WHAT IS REQUIRED >>
Where a line below holds the string "gradient", copy that line.
** MATERIAL TO PROCESS follows **
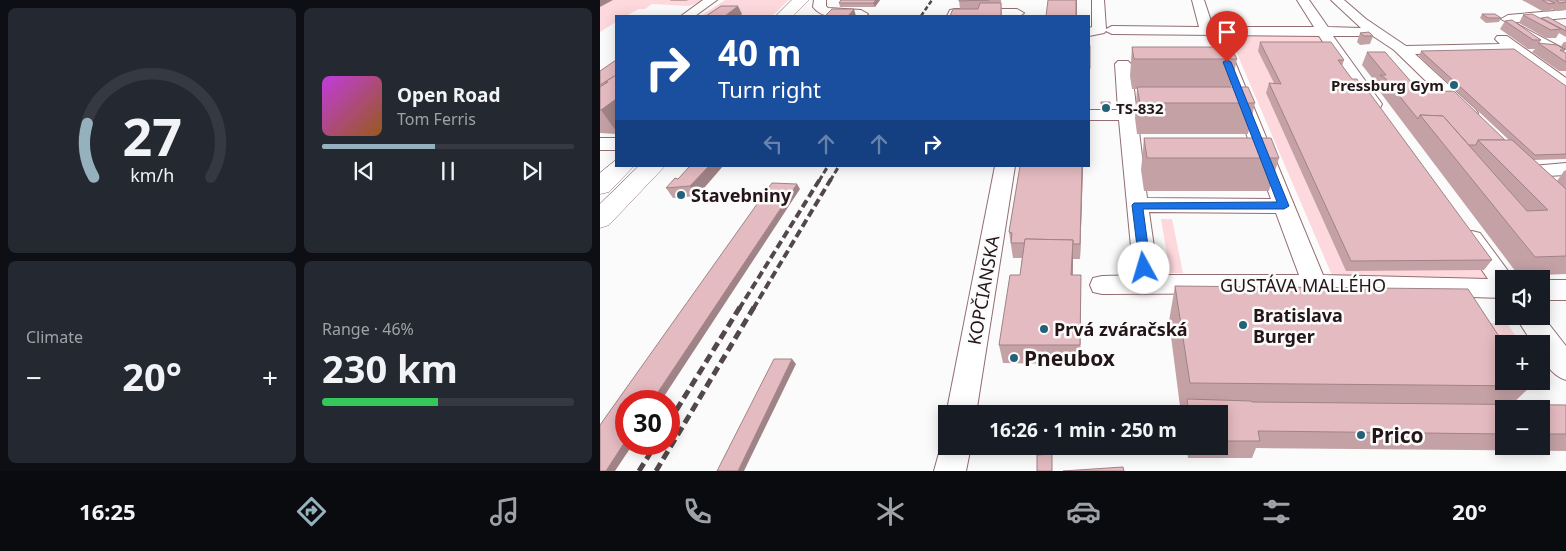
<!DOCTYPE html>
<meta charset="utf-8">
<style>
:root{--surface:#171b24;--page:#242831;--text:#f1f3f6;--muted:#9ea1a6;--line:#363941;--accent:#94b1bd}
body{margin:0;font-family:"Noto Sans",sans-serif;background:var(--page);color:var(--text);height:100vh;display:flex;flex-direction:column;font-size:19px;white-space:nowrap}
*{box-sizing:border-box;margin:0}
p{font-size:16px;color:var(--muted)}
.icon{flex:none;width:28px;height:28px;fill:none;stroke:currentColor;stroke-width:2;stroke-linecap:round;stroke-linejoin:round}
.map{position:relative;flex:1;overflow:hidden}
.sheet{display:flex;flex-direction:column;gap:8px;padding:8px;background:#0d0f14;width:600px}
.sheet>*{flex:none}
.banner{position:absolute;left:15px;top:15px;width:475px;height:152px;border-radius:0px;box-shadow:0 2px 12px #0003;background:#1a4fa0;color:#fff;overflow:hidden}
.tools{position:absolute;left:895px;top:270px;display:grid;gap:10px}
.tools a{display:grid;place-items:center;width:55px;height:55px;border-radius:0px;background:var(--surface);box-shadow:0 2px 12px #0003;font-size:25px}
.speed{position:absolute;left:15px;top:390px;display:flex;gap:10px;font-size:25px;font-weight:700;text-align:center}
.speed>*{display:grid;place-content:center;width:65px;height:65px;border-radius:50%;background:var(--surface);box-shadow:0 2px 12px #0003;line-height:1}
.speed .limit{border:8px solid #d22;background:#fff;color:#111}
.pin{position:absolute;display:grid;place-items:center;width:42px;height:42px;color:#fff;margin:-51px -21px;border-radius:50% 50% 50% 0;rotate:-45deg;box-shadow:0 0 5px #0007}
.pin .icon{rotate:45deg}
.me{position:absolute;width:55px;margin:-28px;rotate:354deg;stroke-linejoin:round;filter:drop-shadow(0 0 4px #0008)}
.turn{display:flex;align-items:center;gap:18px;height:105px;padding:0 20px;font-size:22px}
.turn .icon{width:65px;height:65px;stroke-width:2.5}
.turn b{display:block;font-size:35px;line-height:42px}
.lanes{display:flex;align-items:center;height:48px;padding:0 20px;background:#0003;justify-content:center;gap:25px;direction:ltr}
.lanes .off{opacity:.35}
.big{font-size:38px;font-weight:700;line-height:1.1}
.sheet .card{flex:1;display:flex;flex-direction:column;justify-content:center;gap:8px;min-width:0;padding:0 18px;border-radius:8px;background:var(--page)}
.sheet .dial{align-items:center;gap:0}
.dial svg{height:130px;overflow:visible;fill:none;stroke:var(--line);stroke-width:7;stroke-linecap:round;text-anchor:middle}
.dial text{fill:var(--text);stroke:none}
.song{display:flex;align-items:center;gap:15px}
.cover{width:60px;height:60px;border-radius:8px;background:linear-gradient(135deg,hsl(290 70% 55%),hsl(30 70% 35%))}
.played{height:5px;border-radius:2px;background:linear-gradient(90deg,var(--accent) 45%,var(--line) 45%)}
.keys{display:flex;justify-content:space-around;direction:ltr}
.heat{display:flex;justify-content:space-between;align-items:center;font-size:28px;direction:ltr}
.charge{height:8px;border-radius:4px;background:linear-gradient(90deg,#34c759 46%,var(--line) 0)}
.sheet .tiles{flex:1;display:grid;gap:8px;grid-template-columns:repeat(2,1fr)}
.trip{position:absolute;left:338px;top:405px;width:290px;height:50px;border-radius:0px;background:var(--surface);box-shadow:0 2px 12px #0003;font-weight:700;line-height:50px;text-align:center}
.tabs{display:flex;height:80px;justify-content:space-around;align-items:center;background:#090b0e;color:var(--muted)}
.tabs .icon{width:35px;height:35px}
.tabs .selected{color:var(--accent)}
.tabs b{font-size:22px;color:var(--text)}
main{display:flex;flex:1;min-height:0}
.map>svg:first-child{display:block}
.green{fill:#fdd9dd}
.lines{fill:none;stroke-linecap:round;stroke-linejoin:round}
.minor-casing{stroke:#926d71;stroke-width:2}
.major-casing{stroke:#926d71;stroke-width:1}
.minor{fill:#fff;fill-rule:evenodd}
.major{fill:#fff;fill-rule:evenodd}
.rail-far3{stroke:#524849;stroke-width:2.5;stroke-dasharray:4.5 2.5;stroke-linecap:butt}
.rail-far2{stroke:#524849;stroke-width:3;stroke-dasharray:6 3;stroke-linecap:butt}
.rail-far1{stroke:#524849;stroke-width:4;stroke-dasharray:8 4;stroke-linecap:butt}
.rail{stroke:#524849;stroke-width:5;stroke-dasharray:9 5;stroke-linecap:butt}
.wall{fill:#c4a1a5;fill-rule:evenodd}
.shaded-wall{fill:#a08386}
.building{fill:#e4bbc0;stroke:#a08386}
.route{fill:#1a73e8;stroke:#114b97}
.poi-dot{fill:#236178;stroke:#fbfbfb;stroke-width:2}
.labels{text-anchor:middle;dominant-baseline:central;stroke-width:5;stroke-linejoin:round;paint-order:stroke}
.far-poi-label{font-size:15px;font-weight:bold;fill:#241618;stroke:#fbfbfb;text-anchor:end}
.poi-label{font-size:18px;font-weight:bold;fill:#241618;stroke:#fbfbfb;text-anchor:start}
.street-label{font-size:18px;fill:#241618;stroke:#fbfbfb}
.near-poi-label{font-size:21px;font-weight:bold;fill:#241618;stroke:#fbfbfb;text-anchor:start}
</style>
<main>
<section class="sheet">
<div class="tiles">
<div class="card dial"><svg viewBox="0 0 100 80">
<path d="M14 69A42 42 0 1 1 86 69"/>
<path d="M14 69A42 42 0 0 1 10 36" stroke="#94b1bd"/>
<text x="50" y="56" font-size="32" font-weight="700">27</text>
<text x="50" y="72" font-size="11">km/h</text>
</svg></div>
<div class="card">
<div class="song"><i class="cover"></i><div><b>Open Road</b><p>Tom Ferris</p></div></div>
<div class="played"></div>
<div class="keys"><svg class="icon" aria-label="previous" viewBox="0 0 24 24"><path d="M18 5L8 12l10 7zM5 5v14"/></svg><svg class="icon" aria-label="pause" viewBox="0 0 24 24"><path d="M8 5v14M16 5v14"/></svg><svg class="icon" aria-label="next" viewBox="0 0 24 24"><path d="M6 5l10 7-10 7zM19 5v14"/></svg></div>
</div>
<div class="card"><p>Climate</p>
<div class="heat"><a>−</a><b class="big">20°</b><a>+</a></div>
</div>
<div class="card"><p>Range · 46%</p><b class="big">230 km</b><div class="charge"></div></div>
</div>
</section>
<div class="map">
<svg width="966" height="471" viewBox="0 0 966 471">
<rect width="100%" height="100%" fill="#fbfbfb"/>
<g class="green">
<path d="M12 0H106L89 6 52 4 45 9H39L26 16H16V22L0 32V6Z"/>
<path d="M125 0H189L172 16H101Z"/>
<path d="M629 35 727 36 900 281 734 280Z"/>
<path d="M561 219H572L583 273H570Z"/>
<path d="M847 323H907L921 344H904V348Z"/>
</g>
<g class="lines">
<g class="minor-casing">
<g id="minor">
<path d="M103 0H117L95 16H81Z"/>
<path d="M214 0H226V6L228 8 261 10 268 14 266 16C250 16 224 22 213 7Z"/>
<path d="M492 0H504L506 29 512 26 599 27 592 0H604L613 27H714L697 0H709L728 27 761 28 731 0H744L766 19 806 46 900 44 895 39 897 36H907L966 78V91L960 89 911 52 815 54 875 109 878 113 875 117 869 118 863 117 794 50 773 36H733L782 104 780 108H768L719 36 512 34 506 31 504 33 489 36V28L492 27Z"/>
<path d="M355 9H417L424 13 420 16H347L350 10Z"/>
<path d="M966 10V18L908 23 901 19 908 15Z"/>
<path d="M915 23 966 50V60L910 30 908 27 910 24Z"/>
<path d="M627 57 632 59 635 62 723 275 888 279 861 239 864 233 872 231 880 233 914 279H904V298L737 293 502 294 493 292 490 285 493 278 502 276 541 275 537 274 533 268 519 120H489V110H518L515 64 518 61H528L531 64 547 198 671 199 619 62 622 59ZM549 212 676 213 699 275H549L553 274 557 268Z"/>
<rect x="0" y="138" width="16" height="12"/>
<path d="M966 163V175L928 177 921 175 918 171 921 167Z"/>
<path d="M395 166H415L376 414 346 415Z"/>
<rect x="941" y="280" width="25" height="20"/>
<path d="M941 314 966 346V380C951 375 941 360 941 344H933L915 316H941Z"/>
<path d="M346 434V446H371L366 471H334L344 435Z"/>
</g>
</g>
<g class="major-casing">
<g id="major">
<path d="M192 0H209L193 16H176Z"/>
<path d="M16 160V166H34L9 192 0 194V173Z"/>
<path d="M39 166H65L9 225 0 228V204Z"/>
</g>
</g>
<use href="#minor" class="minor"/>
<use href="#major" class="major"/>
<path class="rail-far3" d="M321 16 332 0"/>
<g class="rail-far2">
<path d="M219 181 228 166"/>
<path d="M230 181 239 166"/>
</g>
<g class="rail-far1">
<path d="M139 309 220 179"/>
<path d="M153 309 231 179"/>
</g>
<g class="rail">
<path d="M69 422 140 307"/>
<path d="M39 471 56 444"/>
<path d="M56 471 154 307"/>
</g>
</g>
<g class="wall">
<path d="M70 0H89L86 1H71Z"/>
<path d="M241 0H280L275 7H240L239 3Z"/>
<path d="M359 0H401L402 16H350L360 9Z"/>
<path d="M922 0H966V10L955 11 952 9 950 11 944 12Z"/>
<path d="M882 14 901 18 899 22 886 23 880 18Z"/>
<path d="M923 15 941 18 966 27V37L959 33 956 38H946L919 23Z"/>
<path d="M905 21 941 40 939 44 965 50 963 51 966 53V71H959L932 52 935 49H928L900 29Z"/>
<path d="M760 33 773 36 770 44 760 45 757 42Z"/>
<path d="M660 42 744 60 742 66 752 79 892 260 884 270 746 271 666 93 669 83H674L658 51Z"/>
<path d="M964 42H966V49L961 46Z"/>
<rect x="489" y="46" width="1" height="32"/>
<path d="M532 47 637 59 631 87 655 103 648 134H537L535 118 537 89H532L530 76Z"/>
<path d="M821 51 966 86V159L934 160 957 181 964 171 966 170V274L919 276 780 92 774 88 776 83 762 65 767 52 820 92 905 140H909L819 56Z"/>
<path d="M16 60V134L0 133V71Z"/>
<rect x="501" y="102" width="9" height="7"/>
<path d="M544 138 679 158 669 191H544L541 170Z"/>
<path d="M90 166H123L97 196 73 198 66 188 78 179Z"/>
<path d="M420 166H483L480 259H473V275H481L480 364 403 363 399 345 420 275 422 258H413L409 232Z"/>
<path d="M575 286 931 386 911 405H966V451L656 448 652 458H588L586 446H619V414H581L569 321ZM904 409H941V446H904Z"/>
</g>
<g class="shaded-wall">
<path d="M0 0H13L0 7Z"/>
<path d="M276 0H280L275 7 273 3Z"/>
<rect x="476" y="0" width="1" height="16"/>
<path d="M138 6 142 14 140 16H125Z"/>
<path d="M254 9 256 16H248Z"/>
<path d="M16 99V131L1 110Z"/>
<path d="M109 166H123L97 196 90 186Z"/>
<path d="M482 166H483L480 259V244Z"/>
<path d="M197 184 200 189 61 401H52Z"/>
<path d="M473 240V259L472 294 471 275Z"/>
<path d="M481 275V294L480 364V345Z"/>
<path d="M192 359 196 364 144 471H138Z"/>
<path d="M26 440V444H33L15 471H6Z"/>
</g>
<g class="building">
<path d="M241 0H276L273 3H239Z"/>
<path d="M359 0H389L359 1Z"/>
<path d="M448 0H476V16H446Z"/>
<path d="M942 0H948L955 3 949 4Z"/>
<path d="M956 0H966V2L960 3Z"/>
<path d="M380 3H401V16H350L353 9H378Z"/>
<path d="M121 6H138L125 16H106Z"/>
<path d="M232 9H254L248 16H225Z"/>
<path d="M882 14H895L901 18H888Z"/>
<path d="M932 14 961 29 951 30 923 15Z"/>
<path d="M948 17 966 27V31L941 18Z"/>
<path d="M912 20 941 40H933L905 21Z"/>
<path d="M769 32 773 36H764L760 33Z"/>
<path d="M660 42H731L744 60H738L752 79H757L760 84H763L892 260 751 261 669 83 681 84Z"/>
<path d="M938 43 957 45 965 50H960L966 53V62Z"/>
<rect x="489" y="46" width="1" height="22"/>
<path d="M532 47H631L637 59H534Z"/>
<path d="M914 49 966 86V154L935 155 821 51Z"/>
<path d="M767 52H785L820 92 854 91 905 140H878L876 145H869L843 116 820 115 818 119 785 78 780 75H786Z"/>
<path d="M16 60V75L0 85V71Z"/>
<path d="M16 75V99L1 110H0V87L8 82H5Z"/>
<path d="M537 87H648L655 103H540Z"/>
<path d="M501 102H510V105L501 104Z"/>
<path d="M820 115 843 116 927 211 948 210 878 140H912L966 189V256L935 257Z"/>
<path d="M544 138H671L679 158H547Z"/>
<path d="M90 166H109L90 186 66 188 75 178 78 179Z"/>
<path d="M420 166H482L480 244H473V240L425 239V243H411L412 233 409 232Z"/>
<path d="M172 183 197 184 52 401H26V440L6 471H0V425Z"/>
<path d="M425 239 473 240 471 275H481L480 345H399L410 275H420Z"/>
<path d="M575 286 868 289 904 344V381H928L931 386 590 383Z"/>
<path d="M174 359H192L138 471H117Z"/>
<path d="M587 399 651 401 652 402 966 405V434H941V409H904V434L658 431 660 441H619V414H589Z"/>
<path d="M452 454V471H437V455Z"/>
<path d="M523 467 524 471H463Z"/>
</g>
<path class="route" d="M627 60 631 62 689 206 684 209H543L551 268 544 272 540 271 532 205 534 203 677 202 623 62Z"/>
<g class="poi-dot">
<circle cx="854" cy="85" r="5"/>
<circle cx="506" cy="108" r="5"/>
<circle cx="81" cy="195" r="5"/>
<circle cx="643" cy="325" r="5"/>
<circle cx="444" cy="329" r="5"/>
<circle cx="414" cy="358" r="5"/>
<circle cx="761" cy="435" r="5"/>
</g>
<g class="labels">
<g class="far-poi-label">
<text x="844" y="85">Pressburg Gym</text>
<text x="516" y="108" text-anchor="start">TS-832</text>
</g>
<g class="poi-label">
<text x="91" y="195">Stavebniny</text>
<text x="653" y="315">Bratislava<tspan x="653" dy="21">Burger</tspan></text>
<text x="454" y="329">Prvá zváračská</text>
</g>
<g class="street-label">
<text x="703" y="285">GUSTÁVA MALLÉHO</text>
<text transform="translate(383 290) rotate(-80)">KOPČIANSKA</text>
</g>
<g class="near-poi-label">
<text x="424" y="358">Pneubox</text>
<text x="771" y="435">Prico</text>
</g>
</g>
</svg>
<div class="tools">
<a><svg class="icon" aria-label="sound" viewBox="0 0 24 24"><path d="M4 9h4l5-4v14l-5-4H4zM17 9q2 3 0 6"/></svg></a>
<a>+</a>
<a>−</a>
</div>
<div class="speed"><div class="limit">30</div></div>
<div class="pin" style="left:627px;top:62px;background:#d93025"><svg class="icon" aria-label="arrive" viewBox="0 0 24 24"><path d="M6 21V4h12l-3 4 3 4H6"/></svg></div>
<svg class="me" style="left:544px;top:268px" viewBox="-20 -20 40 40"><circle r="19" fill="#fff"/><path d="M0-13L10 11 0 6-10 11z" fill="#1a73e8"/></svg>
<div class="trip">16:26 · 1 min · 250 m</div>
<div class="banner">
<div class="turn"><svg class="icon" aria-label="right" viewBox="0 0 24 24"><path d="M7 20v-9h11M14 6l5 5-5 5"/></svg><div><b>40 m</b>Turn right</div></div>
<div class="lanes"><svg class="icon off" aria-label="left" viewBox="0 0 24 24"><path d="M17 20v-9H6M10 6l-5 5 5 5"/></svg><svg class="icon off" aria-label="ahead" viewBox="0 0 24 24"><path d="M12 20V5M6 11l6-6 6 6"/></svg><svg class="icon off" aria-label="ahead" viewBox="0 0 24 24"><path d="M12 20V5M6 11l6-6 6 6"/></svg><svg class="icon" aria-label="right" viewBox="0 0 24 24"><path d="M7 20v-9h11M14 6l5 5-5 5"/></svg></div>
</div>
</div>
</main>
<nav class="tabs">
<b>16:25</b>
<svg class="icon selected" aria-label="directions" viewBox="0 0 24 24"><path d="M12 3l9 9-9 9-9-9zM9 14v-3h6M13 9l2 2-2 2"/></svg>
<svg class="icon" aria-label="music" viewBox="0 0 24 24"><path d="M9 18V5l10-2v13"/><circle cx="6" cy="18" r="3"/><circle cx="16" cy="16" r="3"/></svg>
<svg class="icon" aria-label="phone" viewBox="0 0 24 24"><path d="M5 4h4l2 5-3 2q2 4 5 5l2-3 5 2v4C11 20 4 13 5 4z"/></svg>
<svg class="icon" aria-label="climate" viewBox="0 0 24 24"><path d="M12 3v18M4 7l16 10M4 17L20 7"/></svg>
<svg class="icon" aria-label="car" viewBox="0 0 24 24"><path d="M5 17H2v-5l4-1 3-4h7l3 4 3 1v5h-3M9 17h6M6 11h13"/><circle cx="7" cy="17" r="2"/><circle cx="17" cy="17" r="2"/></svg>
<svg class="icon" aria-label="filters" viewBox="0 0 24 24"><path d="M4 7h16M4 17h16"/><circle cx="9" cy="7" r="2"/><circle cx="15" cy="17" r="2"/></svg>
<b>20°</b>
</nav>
** End of MATERIAL TO PROCESS **
SOLUTION TO THIS PROBLEM >>
.cover{width:60px;height:60px;border-radius:8px;background:linear-gradient(135deg,hsl(290 70% 55%),hsl(30 70% 35%))}
.played{height:5px;border-radius:2px;background:linear-gradient(90deg,var(--accent) 45%,var(--line) 45%)}
.charge{height:8px;border-radius:4px;background:linear-gradient(90deg,#34c759 46%,var(--line) 0)}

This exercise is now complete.